Einar Schibbye was the host in the years before the Second World War, known as "Uncle Einar". The stories about Uncle Einar, Oscar and Spisskammeret, or the meetings between Uncle Einar, Kallemann, Amandus and Aunt Amalie (the last characters had been created in collaboration with Sverres Erichsen in Schibbye's NRK period in Bergen) became institutions on the radio.

Schibbye's imagination took the children on adventures with the most incredible plots, often with a certain technological touch. With his personal leadership, regular features and numerous unconventional sets to activate the listeners, Schibbye made Barnetimen a forerunner of the magazine programs in the 1960s.

===1945–1999===
The first years after the war were characterized by a shortage of resources. Barnetimen was first designed as a family program, which the head of NRK's newly established children and youth department Lauritz Johnson from 1946 immediately took up and turned into a children's program. He took over as leader of Barnetimen, which then had airtime at 18 o'clock. As the program manager for Barnetimen, he eventually became known as the whole of Norway's "Uncle Lauritz". He made sure to build up the department with its own choir, orchestra and weekly radio drama. Sonni Holtedahl Larsen became «Aunt Sonni».

The lyric of the legendary theme song "Now comes the children's hour (hush, hush, hush, be quiet as a mouse)" was written by the artist, author and songwriter Thorbjørn Egner in 1950. The melody is "The Shoemaker Boy" (Skomagerdrengen), composed by Eric Christiansen and Vilfred Kjær for the first Danish all-night cartoon Fyrtøjet, in 1946. The theme song was re-recorded in 1992 with the Broadcasting Orchestra and the Silver Boys choir in an arrangement by the composer Rolf Wallin.

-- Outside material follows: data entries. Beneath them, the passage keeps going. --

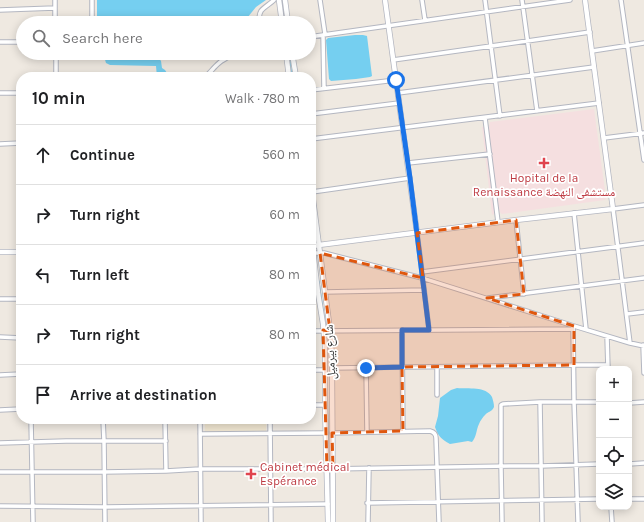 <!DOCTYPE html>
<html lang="en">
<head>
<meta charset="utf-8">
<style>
	:root { --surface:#fff; --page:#f6f6f6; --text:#202124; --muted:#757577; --line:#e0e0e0 }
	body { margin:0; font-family:Karla,"Noto Naskh Arabic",sans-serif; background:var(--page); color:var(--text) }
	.controls { position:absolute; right:12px; bottom:12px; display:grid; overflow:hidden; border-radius:8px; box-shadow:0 2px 10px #0003 }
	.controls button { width:36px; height:36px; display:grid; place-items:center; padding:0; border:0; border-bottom:1px solid var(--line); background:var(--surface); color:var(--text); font:20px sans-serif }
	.stop { position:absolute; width:12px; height:12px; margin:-9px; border:3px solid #1a73e8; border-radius:50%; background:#fff }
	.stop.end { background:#1a73e8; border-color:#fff; box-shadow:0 1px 4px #0008 }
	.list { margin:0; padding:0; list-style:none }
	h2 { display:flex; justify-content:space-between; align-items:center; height:52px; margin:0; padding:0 16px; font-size:17px }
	h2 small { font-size:13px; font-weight:400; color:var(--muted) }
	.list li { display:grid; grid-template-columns:26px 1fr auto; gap:12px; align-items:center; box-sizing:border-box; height:60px; padding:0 16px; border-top:1px solid var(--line) }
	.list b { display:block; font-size:15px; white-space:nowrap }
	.list em { font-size:13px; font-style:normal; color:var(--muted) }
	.icon { flex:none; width:22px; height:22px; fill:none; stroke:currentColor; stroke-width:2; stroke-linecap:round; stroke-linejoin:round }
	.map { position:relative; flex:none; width:644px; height:522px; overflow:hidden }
	.search { position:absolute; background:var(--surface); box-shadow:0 2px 10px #0003; left:16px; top:16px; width:300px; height:44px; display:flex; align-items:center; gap:10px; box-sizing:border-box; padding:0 14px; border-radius:22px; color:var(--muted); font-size:15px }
	.panel { position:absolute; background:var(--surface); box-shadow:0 2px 10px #0003; left:16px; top:72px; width:300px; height:352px; border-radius:16px }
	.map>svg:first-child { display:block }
	.education { fill:#f0e6d1 }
	.medical { fill:#f5dfe0 }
	.water { fill:#75cff0 }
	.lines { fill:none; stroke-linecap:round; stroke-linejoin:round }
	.stream { stroke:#75cff0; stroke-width:1 }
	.street-casing { stroke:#b4b7c1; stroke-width:5.5 }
	.secondary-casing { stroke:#b4b7c1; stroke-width:6 }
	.street { stroke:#fff; stroke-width:3.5 }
	.secondary { stroke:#fff; stroke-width:4.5 }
	.route { stroke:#1a73e8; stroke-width:5 }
	.marked { fill:#df570e; fill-opacity:0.2; stroke:#df570e; stroke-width:3; stroke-dasharray:8 5; stroke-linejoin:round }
	.health-dot { fill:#e0444e; stroke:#fff; stroke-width:1.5 }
	.labels { text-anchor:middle; stroke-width:3.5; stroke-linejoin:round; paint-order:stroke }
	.health-label { font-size:12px; fill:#be3a42; stroke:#fff }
	.street-label { font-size:12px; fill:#2e2e2e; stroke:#fff }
</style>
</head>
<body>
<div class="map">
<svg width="644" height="522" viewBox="0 0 644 522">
	<rect width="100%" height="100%" fill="#efe9e1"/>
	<path class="education" d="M205,419H266V431L205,432Z"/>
	<path class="medical" d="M286,72L287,77H272L271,74Z
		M594,109L606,198L605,200L502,214L499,211L497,212L492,215L482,127H489L490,122Z"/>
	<path class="water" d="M97,0H266L256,7L243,23H97Z
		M355,35H363L367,36L372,76L370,77L356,79L331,81L329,79L326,40L328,38Z
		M103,53H162L158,57L161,61L162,68L165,70L167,73L157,77L156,66L110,65L106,63Z
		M457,388C468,389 486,386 492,397C493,400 494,404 494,407C491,413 488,411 485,415C483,417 480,421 479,424C476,430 477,436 472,442L468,441L450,444C441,439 438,436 435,427L438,416L440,398L451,390Z"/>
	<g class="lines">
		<path class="stream" d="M282,0L286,23
			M289,53L292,77
			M311,225L312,230
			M319,281L324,316
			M326,333L327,343
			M327,373L329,467
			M329,471L331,522"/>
		<defs>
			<path id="street" d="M55,0V23
				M92,0V23
				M320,0L325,34
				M422,0L425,20
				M485,0L500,116
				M522,0L537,111
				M621,0L644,160
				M0,10L55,8
				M256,23C261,18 258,16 261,11C264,7 270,4 274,0
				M323,35L324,88
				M309,37L570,0
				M0,42H23
				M592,51L644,43
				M56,53V77
				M393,60L590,32
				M205,77C210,73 214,67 219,63C223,59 228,59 233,53
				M311,90L396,80
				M0,93H21
				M398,93L594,67
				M311,114L399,103
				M485,118L498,222
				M604,138L644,133
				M311,139L599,103
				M0,144L21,143
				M408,163L490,154
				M312,192L410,178
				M574,213L586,329
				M516,220L524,294
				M417,233L422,272
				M314,253H324L422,278L574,326L630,343L644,346
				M325,292L424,290
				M311,293H318
				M488,298L644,278
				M0,299H21
				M627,314L644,312
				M573,327L574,401L578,522
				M402,330L403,431
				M429,330L422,272L644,243
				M311,331L573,329
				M607,336L608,369
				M0,337L21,338
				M630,343L613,209L644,205
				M643,345L644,373
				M437,367V395
				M332,368L574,365H608
				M366,368L367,432
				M311,370H325
				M0,375L21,374
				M540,402L542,522
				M629,403L644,402
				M311,405H325
				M0,410L21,409
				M31,419L33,522
				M103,419L104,441L105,522
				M165,419L166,471
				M200,419L201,522
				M270,419L271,522
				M332,433L430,431C434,432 436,434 436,438L439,522
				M200,434L326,433
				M0,443L66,441H166
				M629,464L644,463
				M0,472H104L166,471L200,469H327L513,466H541L599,464
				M629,499H644
				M367,503L599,499
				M0,506L105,507L328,504
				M611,507L612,522
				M368,522L369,468
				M502,522L501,466V405L503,404L540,402H599"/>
			<path id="secondary" d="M279,0L282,23
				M285,0L288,23
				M385,0L417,233
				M286,53L289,77
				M292,53L296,77
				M311,184L331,338L332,368L333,522
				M311,233L318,293L323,324L325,346V405L328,522
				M311,246L516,220L613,209L585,0
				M0,252H21"/>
		</defs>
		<use href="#street" class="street-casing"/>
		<use href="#secondary" class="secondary-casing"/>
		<use href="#street" class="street"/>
		<use href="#secondary" class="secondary"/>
	</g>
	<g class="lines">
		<path class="route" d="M366,368L402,367V330H429L410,178L396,80"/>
	</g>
	<path class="marked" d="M516,220L524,294L487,298L574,326V365L402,367L403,431L332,433L333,468L327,469L323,330L330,331L320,253L423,278L417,233Z"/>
	<g class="health-dot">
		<path d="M542 157h4v4h4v4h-4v4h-4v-4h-4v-4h4z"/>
		<path d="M249 468h4v4h4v4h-4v4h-4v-4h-4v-4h4z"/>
	</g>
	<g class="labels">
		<g class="health-label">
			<text x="544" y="182">Hopital de la<tspan x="544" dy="14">Renaissance مستشفى النهضة</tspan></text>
			<text x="260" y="471" text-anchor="start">Cabinet médical<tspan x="260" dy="14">Espérance</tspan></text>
		</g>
		<g class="street-label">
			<text transform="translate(330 352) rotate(-93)" y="4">شارع بيرميل</text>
		</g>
	</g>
</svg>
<div class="controls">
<button>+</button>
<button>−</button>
<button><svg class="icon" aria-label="locate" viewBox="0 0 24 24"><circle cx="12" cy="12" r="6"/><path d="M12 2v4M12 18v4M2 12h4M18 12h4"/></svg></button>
<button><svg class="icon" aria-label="layers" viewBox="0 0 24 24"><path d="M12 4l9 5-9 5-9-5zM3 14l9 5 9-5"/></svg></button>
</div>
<div class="stop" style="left:396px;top:80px"></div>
<div class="stop end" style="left:366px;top:368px"></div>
<div class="search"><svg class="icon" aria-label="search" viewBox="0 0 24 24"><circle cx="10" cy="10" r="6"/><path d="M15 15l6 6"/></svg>Search here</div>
<section class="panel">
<h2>10 min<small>Walk · 780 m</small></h2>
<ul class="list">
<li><svg class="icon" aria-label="ahead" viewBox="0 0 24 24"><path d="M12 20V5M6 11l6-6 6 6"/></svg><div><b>Continue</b></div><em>560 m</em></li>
<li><svg class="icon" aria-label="right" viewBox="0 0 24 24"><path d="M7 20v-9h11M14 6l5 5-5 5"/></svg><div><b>Turn right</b></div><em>60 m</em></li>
<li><svg class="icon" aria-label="left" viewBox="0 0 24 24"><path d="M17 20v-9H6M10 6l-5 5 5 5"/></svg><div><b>Turn left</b></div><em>80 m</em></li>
<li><svg class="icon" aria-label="right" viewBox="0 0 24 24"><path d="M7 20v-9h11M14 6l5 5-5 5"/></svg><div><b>Turn right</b></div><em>80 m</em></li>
<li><svg class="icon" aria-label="arrive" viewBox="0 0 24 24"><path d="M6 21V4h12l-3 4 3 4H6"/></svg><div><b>Arrive at destination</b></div></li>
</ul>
</section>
</div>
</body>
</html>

The program item "Barnetimeboka" (Children's hours book) was an author relay in which an author wrote the first chapter of a story to which the listeners then submitted text suggestions for new chapters, often together with drawings. All contributions were awarded, and the result of the best contributions came in book form, where part of the profit from book sales went to a good cause that the children had voted for. One of the books, Toya, was filmed with the then popular child star Magne Ove «Spurven» Larsen in the role of Trygve. In 2003, "Barnetimeboka" had its 50th anniversary.

Among the hosts after Lauritz Johnson and Sonni Holtedahl Larsen are Helge Sverre Nesheim, Ragnhild Knagenhjelm, Ingrid Boman, Knut Røe, Frank Nordli and Jon Roar Tønnesen (permanent technician and co-host), Svein Tore Andersen, Frank Tangen, Arnfinn Christensen (permanent technician and co-creators), Jon Henriksen, Birgitte Gjestvang, Hege Omre, Webjørn S. Espeland, Vera Michaelsen and Marianne Furevold.

The age difference between large and small children meant that "Barnetimen" for the little ones, which originally began in 1947 as "inspiration for today's play", also had its own reading series for small children with Thorbjørn Egner from 1951.

In 1953, 94% of Norway's children listened to Lørdagsbarnetimen.

===2000–2010===
The program was still very popular in the 2000s, with an average of 331,000 listeners every Saturday in the first four months of 2009. But only eight percent of the target group, who were children between three and eleven years old, listened to the "Saturday children's hour". Nine out of ten listeners were adults, as many as 80% of the listeners were 45 years or older, and half were over 60 years old.

NRK never marked that "Barnetimen" was closed down. The closure was referred to as "program reorganization", and the last program went on the air on September 11, 2010.